After years of hostility between the countries, Ethiopia's new prime minister explains why he is willing to start talks.
Last Modified: 08 Dec 2012 10:50

The Horn of Africa is one of the most important strategic locations in the world. Control the area, and you control the Red Sea, critical for global trade connecting Europe, Africa, the Middle East and Asia.

But border disputes between regional arch-rivals Eritrea and Ethiopia - which have been running ever since Eritrea broke free from Ethiopia in 1991 - threaten the stability of the area.

Eritrea won independence from Ethiopia after a 30-year struggle that is considered to be among the continent's longest and most bitter.

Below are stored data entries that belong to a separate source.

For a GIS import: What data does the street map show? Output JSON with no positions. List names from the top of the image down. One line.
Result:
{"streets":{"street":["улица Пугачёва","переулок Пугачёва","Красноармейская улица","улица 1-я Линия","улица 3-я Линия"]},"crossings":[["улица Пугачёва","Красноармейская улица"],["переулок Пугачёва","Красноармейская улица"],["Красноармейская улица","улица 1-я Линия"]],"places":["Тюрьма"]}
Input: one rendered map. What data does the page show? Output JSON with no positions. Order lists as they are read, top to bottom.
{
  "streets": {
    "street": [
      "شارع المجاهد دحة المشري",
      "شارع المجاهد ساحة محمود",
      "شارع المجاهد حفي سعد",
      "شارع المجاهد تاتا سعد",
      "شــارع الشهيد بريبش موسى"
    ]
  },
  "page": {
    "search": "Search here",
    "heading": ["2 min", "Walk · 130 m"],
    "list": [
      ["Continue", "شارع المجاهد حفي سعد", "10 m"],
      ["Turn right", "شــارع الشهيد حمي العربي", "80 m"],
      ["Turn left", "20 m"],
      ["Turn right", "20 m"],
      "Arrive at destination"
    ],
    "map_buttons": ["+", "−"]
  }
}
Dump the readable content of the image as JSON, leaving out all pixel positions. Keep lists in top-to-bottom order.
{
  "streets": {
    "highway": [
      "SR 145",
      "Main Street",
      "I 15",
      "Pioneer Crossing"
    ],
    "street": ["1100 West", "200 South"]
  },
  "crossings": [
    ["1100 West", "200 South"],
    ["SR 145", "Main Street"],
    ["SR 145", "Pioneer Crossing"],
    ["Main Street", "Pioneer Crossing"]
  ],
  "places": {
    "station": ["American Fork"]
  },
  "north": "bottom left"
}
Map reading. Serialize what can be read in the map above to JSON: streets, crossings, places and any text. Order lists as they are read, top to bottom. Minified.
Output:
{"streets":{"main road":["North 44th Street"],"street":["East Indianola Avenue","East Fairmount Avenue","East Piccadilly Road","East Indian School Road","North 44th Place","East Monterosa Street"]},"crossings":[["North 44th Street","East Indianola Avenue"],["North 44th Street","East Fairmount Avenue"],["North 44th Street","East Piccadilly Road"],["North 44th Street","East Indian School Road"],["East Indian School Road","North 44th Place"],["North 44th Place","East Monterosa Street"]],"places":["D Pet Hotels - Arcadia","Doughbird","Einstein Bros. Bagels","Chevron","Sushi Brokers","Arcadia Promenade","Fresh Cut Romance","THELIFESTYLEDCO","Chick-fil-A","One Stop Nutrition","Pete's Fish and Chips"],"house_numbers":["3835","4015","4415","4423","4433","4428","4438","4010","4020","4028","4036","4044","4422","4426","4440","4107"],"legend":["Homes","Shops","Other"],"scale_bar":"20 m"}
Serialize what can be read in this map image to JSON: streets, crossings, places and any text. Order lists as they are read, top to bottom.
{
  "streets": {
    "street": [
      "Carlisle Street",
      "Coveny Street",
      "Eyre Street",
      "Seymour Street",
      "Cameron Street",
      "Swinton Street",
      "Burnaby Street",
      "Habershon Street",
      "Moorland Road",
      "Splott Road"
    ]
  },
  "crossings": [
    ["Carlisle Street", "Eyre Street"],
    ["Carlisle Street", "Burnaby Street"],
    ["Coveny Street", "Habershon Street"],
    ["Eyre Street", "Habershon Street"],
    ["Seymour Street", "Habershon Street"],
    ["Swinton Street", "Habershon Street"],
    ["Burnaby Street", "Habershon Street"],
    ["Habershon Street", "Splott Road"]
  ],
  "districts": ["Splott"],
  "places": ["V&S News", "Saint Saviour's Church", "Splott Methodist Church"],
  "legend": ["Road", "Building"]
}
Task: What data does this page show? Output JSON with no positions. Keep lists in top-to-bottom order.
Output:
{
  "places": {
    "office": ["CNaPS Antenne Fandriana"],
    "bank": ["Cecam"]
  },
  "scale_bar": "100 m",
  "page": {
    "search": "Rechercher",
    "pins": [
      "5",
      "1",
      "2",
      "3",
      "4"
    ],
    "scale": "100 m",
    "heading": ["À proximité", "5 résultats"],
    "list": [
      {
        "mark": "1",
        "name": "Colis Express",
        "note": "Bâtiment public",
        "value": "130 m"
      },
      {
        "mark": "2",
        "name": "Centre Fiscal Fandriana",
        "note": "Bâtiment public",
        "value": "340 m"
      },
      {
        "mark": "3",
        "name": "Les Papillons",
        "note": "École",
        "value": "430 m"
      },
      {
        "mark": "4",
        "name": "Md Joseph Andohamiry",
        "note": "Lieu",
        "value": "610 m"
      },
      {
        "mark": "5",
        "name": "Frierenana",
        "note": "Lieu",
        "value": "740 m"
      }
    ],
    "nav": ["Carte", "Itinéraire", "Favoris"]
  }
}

The animosity between the two sides frequently spills over into neighbouring countries like Somalia and Kenya.

No Ethiopian leader has held talks with Isaias Afewerki, the Eritrean president, since the end of their bitter border war in 2000, during which at least 70,000 people died.
 
That is, until now.

Hailemariam Desalegn, the new Ethiopian prime minister who has been in office for only three months, says he is willing to talk to the Eritrean president.

In an exclusive interview with Talk to Al Jazeera he explains: "If you ask me 'Do you want to go to Asmara [the Eritrean capital] and sit down and negotiate with Isaias Afewerki?', then I will say 'yes'."

When asked if there was a real opportunity to forge closer links between the two countries following the death of Meles Zenawi, the former Ethiopian prime minister, in August, Desalegn answered: "My predecessor Meles Zenawi had asked for more than 50 times even to go to Asmara and to negotiate with Isaias Afewerki.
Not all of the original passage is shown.